La construction proprement dite fut entreprise en 1869. Des barres de fer furent implantées dans les trous et l’on maçonna en petits moellons bruts et ciment à prise rapide ; son emploi était indispensable, car on travaillait au milieu des lames qui se brisent sur la roche et parfois arrachaient des mains de l’ouvrier la pierre qu’il se disposait à placer. Un marin expérimenté, adossé contre une pointe du rocher, était au guet et l’on se hâtait de maçonner quand il annonçait une accalmie, de se cramponner quand il annonçait l’arrivée d’une grosse lame. Plus de la moitié de la base du phare a été fondée à 1m,50 seulement au-dessus des plus basses mers ; c’est ce qui a rendu les difficultés tout à fait exceptionnelles.

Les ouvriers, le conducteur, l’ingénieur, M. Cahen, qui encourageait toujours les travailleurs par sa présence, étaient tous munis de ceintures de sauvetage. Toutes les fois que l’état exceptionnel de la mer présentait quelques chances de débarquement, une petite chaloupe à vapeur, portant le personnel et les matériaux, partait de l’île de Sein, de manière à arriver en vue de l’écueil quatre heures après la pleine mer, mais on ne trouvait pas toujours le calme sur lequel on comptait et la journée était perdue. Quand on pouvait débarquer, on transbordait les matériaux de construction dans les canots d’accostage, et c’est à la main qu’on les déposait sur la roche.
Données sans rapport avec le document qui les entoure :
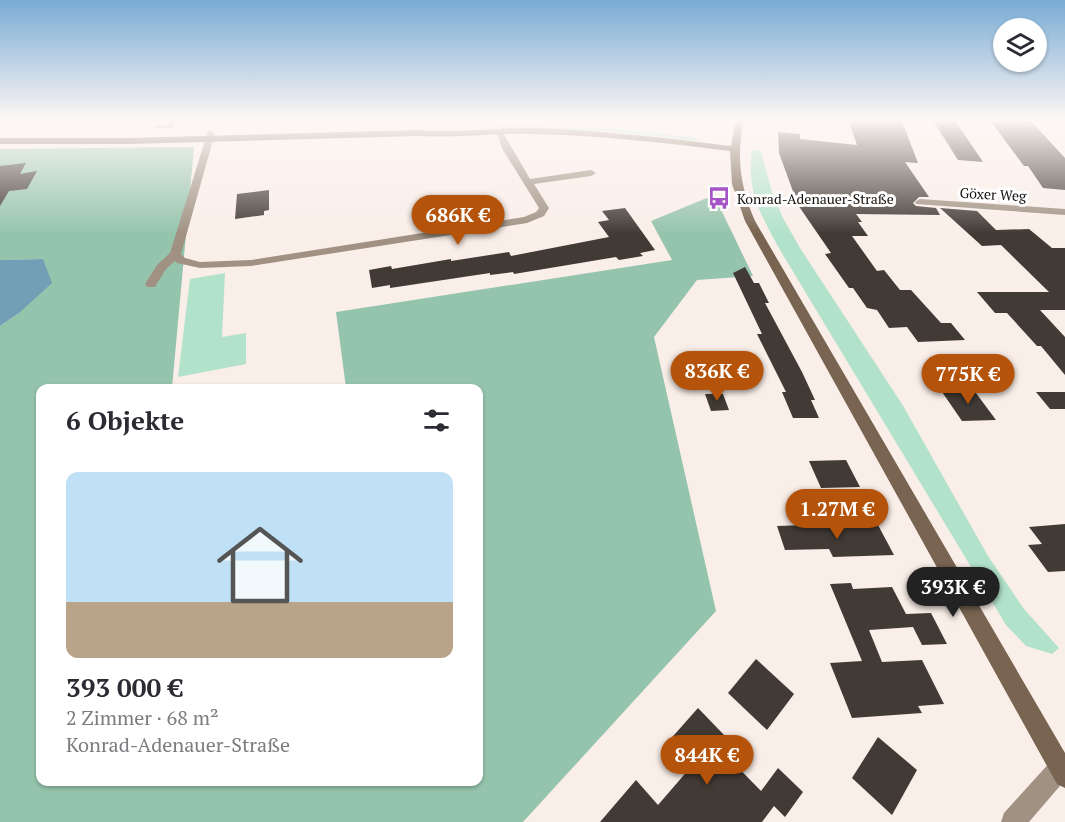 <!DOCTYPE html>
<html lang="de">
<head>
<meta charset="utf-8">
<style>
  body { margin:0; font-family:"PT Serif",serif; background:#f2f2f3; color:#2b2b33; height:100vh; display:flex; flex-direction:column; font-size:22px; white-space:nowrap }
  * { box-sizing:border-box; margin:0 }
  p { font-size:20px; color:#7c7c81 }
  .icon { flex:none; width:33px; height:33px; fill:none; stroke:currentColor; stroke-width:2; stroke-linecap:round; stroke-linejoin:round }
  .map { position:relative; flex:1; overflow:hidden }
  .sheet { position:absolute; left:36px; top:384px; width:447px; height:402px; display:flex; flex-direction:column; background:#fff; border-radius:12px; box-shadow:0 2px 4px #0004 }
  .sheet>* { flex:none }
  .fabs { position:absolute; left:993px; top:18px; display:grid; gap:12px }
  .fabs a { display:grid; place-items:center; width:54px; height:54px; border-radius:50%; background:#fff; box-shadow:0 2px 4px #0004; font-size:30px }
  .price { position:absolute; translate:-50% -51px; padding:0 14px; border-radius:21px; background:#b45309; color:#fff; font-size:20px; line-height:39px; filter:drop-shadow(0 2px 3px #0008) }
  .price::after { content:''; position:absolute; left:50%; top:36px; width:18px; height:14px; margin-left:-9px; background:inherit; clip-path:polygon(0 0,100% 0,50% 100%) }
  .price.active { background:#222; color:#fff }
  ul { padding:0; list-style:none }
  li { display:grid; align-content:center; gap:12px; height:318px; padding:0 30px }
  li span { display:grid; place-items:center; height:186px; border-radius:12px; color:#555 }
  li>.icon { margin-inline-start:auto }
  span .icon { width:108px; height:108px; fill:#fffc; stroke-width:1 }
  li b { font-size:26px }
  h2 { display:flex; justify-content:space-between; align-items:center; height:72px; padding:0 30px; font-size:26px }
  .map>svg:first-child { display:block }
</style>
</head>
<body>
<div class="map">
<svg width="1065" height="822" viewBox="0 0 1065 822">
  <rect width="100%" height="100%" fill="#faeee8"/>
  <g fill="#b3e2ca">
    <path d="M494,126L609,128L698,138L697,141L609,131L493,129Z"/>
    <path d="M752,150L761,151L772,192L783,218L800,248L902,404L988,556L1024,609L1059,648L1052,654L1026,646L1006,625L780,250C761,215 746,191 752,150Z"/>
    <path d="M225,273L222,337L246,333V364L178,377L190,279Z"/>
  </g>
  <path fill="#95c4ac" d="M194,147L172,388H40V782H478V388H346L336,312L672,260L651,221L714,195L753,276L697,280L654,337L716,611L523,822H0V326L19,313L43,259L0,260V149Z"/>
  <path fill="#729eb6" d="M43,259L52,283L19,313L0,326V260Z"/>
  <g fill="#423b35">
    <path d="M848,119H901L918,163L905,162L929,197H919L913,203L916,206L936,208L940,215L856,214L862,222H858L868,236H852L877,271L884,270L900,290H911L941,323H951L965,340L918,342L907,327L889,328L877,310L867,308L853,288H849L825,254L831,253L798,205L779,153L778,132L800,134V139L857,145Z"/>
    <path d="M932,119H954L983,162L958,160Z"/>
    <path d="M989,119L1031,121L1065,158V190L1043,188L1028,166H1024Z"/>
    <path d="M26,163L20,174L37,171L27,189L9,191L0,206V166Z"/>
    <path d="M269,190V210L264,211V215L235,219L237,194Z"/>
    <path d="M625,208L655,250L640,253L643,256L619,260L616,257L514,274L513,272L490,275V273L390,288V285L372,288L369,270L391,266L392,269L451,259V261L509,252L511,256L609,237L598,222L609,220L602,211Z"/>
    <path d="M940,208L977,211L996,230L1029,229L1052,248H1065V310H1040L1065,337V375L1041,346H1037L1007,313H995L977,292H1049L1001,245L982,246Z"/>
    <path d="M745,267L754,283H759L769,303H765L802,372L815,400H811L819,418H793L782,392H786L757,334H762L733,273Z"/>
    <path d="M940,389H973L996,420L962,421Z"/>
    <path d="M1036,392H1065V409H1050Z"/>
    <path d="M705,394H723L729,410L711,411Z"/>
    <path d="M846,460L860,487L821,488L809,461Z"/>
    <path d="M1065,524V571L1048,572L1028,545L1042,544L1029,527Z"/>
    <path d="M806,525L807,528L878,525L894,555L833,557L829,549L785,550L777,526Z"/>
    <path d="M851,583L853,589L892,587L906,614L931,613L947,644L922,645L913,627L869,630L882,662L922,660L944,704L918,706L922,713L852,718L830,663L862,661L830,584Z"/>
    <path d="M756,659L794,694L767,730L728,693Z"/>
    <path d="M698,708L726,737L718,747L761,791L778,768L803,792L785,817L774,806L762,822H600L636,780L658,805L690,768L667,743Z"/>
    <path d="M878,737L917,770L892,815L852,778Z"/>
  </g>
  <g fill="none" stroke-linecap="round" stroke-linejoin="round">
    <g fill="#a09183" fill-rule="evenodd">
      <path d="M169,119H177L174,128H157L153,126L168,124Z"/>
      <path d="M495,129H501L530,179L591,170L596,173L591,176L534,184L549,208L544,216L527,223L251,266L200,268L177,263L175,261L166,269L155,287H147L145,284L157,265L170,253L208,131L215,133L181,254L185,258L200,262L251,260L524,217L536,212L539,208L503,150Z"/>
      <path d="M920,199L1065,209V215L916,204L915,202Z"/>
    </g>
    <path fill="#a09183" fill-rule="evenodd" d="M1060,756L1065,758V780L1029,822H1001L1004,813L1052,760Z"/>
    <path fill="#786450" fill-rule="evenodd" d="M736,119H744C736,156 740,187 755,221L1065,753V788L1057,784L745,221L732,184L730,151C665,143 599,135 533,134C494,133 457,138 418,136L129,144H0V138H129L418,130C457,133 494,128 533,128C599,130 665,138 731,146Z"/>
  </g>
  <linearGradient id="sky" x2="0" y2="1"><stop stop-color="#79abd4"/><stop offset="0.51" stop-color="#fdf7f5"/><stop offset="1" stop-color="#fdf7f5" stop-opacity="0"/></linearGradient>
  <rect width="1065" height="234" fill="url(#sky)"/>
  <defs>
    <g id="bus-bare" transform="scale(1.8)"><path d="M-5-6H5V4H4V6H2V4H-2V6H-4V4H-5ZM-3.5-4V0h7V-4ZM-3.5 1.2v1.5H-2V1.2ZM2 1.2v1.5H3.5V1.2Z" fill="#a555c6" stroke="#fefefe" stroke-width="2.5" paint-order="stroke"/></g>
  </defs>
  <g fill-rule="evenodd">
    <use href="#bus-bare" x="719" y="198"/>
  </g>
  <g text-anchor="middle" dominant-baseline="central" stroke-width="6" stroke-linejoin="round" paint-order="stroke">
    <g font-size="14" fill="#14100e" stroke="#fefefe">
      <text transform="translate(993 194) rotate(3)">Göxer Weg</text>
    </g>
    <g font-size="14" fill="#14100e" stroke="#fefefe" text-anchor="start">
      <text x="737" y="198">Konrad-Adenauer-Straße</text>
    </g>
  </g>
</svg>
<div class="fabs">
<a><svg class="icon" aria-label="layers" viewBox="0 0 24 24"><path d="M12 4l9 5-9 5-9-5zM3 14l9 5 9-5"/></svg></a>
</div>
<b class="price" style="left:458px;top:246px">686K €</b>
<b class="price" style="left:717px;top:402px">836K €</b>
<b class="price" style="left:968px;top:405px">775K €</b>
<b class="price" style="left:837px;top:540px">1.27M €</b>
<b class="price active" style="left:953px;top:618px">393K €</b>
<b class="price" style="left:707px;top:786px">844K €</b>
<section class="sheet">
<h2>6 Objekte<svg class="icon" aria-label="filters" viewBox="0 0 24 24"><path d="M4 7h16M4 17h16"/><circle cx="9" cy="7" r="2"/><circle cx="15" cy="17" r="2"/></svg></h2>
<ul>
<li><span style="background:linear-gradient(#bfe0f5 70%,#b9a48a 0)"><svg class="icon" aria-label="home" viewBox="0 0 24 24"><path d="M3 11l9-7 9 7M6 9v11h12V9"/></svg></span><div><b>393 000 €</b><p>2 Zimmer · 68 m²</p><p>Konrad-Adenauer-Straße</p></div></li>
</ul>
</section>
</div>
</body>
</html>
Il s’ensuivait que moellons en granit de Kersanton et sacs de ciment devaient être assez petits pour être portés par une personne.

Exécutées dans de semblables conditions, on ne peut s’étonner que les maçonneries du soubassement reviennent à près de mille francs le mètre cube.

En 1869, il en fut exécuté 25 mètres cubes, 11 mètres et demi en 1870, 23 mètres et demi en 1871, 54 mètres et demi en 1872, 22 mètres en 1873 ; au total 136 mètres cubes et demi.

Elles dominent de 15 mètres environ le niveau des plus basses mers et atteignent celui des hautes mers ordinaires, à 1m,50 au-dessous des plus hautes mers. Entre ces deux niveaux le massif plein formant le soubassement forme un cylindre de 7m,20 de diamètre.

Le plus difficile est fait : on est parvenu à combler la fissure qui divisait la roche et dans laquelle les vagues rejaillissaient. On a établi sur le piton sud-ouest de l’écueil d’Ar-Men une plate-forme en maçonnerie, qui permet d’y faire accoster la chaloupe ou d’assez forts bateaux et d’y débarquer les matériaux directement à l’aide d’un petit appareil de levage dont ils sont porteurs. On peut employer aujourd’hui le ciment de Portland, à prise lente, qui résiste mieux à l’eau de mer que le ciment à prise rapide de Parker-Médina, et toutes les maçonneries exécutées avec cette dernière matière seront recouvertes de ciment de Portland pour en assurer la conservation.

Sur le soubassement, qui sera exhaussé à 2 mètres au-dessus de la pleine mer d’équinoxe, on construira un phare de premier ordre dont le projet, ainsi que celui de toute cette construction, est dû à M. Léonce Reynaud, directeur du service des phares. Le phare d’Ar-Men sera scintillant et de premier ordre, il sera éclairé par une lampe du nouveau modèle alimentée à l’huile minérale d’Écosse, provenant de la distillation du boghead. La nouvelle lampe porte cinq mèches concentriques ; la flamme a 0m,11 de diamètre et l’éclat du feu fixe (égal dans toutes les directions) équivaut à celui de 820 lampes carcel ordinaires. En outre, à égalité de lumière, le nouvel éclairage coûte près de quatre fois moins cher que celui à l’huile de colza.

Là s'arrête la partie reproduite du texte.